----- INPUT RECORDS -----
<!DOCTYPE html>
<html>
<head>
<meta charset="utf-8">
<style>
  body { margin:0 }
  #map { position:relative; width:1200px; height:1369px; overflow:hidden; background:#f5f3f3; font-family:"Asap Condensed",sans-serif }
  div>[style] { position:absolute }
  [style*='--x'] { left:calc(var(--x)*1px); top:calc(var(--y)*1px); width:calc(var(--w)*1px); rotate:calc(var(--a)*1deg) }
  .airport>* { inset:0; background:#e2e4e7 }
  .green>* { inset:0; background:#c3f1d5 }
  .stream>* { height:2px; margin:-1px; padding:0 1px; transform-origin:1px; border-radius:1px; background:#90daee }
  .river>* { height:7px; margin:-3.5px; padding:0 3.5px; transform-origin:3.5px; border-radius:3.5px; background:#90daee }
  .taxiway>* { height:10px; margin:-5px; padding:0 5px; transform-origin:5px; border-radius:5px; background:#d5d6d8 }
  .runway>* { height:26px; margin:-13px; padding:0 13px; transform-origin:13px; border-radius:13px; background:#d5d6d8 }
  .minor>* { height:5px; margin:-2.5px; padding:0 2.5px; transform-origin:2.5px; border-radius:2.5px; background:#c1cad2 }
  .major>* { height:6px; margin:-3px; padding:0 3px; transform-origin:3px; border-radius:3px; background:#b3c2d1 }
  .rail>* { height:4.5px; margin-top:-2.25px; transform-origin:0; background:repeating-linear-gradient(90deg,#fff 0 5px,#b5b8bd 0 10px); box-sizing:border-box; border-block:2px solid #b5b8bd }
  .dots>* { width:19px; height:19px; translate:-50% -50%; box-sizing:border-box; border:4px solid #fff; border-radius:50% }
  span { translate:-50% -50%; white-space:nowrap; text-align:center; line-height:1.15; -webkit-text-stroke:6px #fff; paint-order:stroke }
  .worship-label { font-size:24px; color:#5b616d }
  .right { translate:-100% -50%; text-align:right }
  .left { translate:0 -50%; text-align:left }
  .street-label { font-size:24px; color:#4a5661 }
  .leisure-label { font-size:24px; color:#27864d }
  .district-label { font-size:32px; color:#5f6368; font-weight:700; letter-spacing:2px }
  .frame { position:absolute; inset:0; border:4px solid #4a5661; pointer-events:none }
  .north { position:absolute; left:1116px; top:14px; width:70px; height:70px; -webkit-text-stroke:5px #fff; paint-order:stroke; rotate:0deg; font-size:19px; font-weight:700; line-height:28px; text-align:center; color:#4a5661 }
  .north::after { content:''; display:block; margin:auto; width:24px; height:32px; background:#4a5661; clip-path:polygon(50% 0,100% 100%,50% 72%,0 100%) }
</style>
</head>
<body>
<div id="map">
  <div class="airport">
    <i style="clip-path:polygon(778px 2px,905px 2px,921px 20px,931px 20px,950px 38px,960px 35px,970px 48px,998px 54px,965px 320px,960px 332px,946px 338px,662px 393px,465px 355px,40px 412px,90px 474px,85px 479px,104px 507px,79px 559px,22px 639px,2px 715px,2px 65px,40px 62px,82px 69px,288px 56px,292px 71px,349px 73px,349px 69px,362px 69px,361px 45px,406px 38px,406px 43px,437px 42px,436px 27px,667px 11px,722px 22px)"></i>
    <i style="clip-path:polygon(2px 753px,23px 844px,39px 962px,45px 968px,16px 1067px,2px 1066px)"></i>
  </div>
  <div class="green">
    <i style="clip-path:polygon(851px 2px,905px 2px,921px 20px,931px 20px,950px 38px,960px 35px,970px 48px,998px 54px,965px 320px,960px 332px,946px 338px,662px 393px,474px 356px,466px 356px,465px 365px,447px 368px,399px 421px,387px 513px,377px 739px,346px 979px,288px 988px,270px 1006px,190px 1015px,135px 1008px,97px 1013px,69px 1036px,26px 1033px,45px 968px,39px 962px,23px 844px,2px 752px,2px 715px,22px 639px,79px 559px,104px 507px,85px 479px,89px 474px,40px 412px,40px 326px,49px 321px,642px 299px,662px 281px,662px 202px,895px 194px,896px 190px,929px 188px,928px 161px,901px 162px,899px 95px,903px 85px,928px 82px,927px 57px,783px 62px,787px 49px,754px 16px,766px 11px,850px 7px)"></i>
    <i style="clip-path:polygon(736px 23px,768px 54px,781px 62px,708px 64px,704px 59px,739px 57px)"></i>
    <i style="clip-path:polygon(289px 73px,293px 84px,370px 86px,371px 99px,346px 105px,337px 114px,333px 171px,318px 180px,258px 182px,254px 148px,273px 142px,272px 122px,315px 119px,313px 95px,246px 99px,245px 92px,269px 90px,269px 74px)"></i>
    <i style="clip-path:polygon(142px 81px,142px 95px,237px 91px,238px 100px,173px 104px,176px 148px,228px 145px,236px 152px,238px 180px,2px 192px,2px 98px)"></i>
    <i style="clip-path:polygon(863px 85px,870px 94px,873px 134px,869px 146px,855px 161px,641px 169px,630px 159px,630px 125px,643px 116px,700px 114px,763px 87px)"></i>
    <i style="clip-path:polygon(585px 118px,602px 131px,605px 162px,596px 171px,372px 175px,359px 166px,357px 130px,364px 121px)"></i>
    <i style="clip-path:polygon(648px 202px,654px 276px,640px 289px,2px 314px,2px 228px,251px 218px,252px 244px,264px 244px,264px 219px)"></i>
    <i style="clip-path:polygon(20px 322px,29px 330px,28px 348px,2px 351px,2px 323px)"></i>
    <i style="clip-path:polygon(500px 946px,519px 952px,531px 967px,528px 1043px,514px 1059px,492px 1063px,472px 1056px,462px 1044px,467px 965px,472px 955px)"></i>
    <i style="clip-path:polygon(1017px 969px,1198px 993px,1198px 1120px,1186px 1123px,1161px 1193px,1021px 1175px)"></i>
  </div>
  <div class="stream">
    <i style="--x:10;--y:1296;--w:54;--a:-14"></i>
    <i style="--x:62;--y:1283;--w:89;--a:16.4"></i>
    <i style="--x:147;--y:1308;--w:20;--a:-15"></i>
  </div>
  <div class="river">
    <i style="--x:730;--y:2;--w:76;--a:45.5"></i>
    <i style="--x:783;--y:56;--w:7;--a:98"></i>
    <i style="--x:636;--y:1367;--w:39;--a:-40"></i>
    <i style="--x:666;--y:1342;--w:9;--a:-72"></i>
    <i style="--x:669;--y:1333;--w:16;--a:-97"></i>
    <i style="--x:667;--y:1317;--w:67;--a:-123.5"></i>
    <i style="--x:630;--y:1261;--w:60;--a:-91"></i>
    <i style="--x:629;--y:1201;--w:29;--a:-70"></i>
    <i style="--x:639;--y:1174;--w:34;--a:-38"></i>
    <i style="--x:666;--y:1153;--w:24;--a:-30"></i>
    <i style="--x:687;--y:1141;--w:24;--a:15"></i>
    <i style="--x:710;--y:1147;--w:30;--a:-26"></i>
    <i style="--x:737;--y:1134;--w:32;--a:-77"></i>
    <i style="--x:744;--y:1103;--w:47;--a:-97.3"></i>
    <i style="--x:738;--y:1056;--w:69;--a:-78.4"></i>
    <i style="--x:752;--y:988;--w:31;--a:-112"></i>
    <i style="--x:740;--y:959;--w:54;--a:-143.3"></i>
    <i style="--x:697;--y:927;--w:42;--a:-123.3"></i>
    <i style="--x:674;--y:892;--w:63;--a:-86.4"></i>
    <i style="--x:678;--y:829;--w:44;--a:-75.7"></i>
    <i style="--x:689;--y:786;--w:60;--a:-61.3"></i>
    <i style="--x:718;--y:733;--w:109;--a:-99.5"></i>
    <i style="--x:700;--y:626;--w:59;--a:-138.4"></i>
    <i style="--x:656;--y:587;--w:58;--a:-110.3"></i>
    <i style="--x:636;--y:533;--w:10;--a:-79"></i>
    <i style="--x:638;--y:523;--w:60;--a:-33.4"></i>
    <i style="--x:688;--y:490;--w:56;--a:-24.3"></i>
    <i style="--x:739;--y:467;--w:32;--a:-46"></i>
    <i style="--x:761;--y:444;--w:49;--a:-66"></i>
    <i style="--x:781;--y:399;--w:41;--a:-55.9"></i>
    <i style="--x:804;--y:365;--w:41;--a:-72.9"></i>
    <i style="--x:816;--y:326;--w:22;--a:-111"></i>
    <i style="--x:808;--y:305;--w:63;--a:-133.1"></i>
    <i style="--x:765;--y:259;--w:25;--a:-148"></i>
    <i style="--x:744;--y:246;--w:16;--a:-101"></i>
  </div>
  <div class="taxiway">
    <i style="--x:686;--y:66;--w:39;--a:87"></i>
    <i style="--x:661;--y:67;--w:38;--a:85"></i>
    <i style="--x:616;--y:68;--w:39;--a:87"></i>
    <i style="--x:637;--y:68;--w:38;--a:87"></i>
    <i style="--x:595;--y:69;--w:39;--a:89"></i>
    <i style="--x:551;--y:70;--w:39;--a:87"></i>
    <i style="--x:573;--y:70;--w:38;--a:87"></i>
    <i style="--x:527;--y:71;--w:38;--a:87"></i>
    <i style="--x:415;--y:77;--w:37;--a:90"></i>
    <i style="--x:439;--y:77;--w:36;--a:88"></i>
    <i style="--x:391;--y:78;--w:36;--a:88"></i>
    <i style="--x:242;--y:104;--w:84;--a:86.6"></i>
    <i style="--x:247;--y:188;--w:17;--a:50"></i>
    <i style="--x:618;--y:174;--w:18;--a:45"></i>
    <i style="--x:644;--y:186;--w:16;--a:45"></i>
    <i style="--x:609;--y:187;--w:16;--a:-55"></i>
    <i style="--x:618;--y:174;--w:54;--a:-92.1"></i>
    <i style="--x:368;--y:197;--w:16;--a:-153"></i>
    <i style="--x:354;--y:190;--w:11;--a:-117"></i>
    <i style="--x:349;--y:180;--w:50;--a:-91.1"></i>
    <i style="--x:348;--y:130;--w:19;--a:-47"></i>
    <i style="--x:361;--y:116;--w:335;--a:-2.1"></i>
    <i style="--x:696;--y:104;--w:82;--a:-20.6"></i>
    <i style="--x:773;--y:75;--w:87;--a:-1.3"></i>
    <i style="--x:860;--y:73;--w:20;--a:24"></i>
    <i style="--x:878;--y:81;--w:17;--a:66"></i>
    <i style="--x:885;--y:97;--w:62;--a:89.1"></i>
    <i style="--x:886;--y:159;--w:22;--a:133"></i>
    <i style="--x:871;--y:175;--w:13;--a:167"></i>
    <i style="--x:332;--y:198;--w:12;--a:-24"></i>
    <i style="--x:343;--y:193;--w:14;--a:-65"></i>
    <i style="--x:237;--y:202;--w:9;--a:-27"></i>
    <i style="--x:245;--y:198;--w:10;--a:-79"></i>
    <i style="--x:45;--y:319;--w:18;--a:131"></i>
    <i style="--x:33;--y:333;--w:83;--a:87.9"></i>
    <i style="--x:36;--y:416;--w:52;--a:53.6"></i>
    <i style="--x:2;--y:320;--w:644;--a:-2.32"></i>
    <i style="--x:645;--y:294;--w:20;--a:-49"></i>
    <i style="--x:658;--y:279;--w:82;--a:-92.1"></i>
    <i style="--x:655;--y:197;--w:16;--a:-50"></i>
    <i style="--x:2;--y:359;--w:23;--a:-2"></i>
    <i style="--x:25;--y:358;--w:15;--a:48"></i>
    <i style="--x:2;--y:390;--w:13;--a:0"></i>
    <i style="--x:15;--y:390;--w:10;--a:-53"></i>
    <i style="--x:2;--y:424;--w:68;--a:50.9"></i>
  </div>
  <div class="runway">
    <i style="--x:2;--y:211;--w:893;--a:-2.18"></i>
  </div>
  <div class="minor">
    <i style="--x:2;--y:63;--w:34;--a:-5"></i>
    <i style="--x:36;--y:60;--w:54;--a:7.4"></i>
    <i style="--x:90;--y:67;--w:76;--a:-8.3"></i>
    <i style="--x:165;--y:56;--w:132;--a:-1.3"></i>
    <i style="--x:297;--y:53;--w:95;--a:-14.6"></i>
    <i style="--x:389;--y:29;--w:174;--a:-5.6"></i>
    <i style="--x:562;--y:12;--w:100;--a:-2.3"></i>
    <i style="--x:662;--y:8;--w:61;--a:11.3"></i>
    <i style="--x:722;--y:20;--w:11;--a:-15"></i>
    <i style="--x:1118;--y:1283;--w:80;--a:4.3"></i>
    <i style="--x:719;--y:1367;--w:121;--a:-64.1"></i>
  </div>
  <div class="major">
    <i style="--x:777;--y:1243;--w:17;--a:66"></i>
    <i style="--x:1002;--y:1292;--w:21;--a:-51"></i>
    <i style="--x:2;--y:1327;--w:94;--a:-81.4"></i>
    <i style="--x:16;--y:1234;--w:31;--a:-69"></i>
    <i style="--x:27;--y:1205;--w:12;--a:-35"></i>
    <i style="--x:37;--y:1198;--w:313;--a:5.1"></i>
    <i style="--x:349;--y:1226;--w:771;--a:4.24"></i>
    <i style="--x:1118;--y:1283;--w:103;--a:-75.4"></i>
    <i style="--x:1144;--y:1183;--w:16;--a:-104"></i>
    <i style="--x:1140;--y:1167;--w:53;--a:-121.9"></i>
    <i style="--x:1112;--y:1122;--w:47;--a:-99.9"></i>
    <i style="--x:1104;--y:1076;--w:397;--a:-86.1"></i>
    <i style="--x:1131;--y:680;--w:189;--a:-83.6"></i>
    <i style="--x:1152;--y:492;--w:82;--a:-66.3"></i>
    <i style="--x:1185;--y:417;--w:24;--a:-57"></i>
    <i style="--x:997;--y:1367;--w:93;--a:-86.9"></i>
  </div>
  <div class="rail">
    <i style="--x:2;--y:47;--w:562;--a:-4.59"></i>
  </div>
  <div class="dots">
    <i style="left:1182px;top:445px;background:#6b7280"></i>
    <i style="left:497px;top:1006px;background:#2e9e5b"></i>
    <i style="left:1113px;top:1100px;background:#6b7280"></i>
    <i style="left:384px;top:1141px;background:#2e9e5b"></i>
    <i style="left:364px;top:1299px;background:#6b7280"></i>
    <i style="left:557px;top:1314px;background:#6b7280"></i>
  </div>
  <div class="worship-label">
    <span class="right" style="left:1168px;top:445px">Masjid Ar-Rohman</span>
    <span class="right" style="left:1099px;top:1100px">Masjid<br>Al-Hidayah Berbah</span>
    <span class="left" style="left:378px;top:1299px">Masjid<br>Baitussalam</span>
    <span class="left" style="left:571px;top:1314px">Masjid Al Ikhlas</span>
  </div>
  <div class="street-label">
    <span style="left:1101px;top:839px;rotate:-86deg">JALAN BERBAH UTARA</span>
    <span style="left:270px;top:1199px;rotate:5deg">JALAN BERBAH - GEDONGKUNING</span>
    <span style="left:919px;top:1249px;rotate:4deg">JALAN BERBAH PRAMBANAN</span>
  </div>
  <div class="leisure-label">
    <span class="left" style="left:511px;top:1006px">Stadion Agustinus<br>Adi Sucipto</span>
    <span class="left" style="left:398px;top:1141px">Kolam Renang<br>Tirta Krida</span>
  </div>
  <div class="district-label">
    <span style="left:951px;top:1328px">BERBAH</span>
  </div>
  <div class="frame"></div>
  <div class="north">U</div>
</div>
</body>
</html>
-----
**EXERCISE DETAILS**
Retype only this range exactly: the first line of the data through the line where "width:19px; height:19px; translate:-50%" appears.

**ANSWER**
<!DOCTYPE html>
<html>
<head>
<meta charset="utf-8">
<style>
  body { margin:0 }
  #map { position:relative; width:1200px; height:1369px; overflow:hidden; background:#f5f3f3; font-family:"Asap Condensed",sans-serif }
  div>[style] { position:absolute }
  [style*='--x'] { left:calc(var(--x)*1px); top:calc(var(--y)*1px); width:calc(var(--w)*1px); rotate:calc(var(--a)*1deg) }
  .airport>* { inset:0; background:#e2e4e7 }
  .green>* { inset:0; background:#c3f1d5 }
  .stream>* { height:2px; margin:-1px; padding:0 1px; transform-origin:1px; border-radius:1px; background:#90daee }
  .river>* { height:7px; margin:-3.5px; padding:0 3.5px; transform-origin:3.5px; border-radius:3.5px; background:#90daee }
  .taxiway>* { height:10px; margin:-5px; padding:0 5px; transform-origin:5px; border-radius:5px; background:#d5d6d8 }
  .runway>* { height:26px; margin:-13px; padding:0 13px; transform-origin:13px; border-radius:13px; background:#d5d6d8 }
  .minor>* { height:5px; margin:-2.5px; padding:0 2.5px; transform-origin:2.5px; border-radius:2.5px; background:#c1cad2 }
  .major>* { height:6px; margin:-3px; padding:0 3px; transform-origin:3px; border-radius:3px; background:#b3c2d1 }
  .rail>* { height:4.5px; margin-top:-2.25px; transform-origin:0; background:repeating-linear-gradient(90deg,#fff 0 5px,#b5b8bd 0 10px); box-sizing:border-box; border-block:2px solid #b5b8bd }
  .dots>* { width:19px; height:19px; translate:-50% -50%; box-sizing:border-box; border:4px solid #fff; border-radius:50% }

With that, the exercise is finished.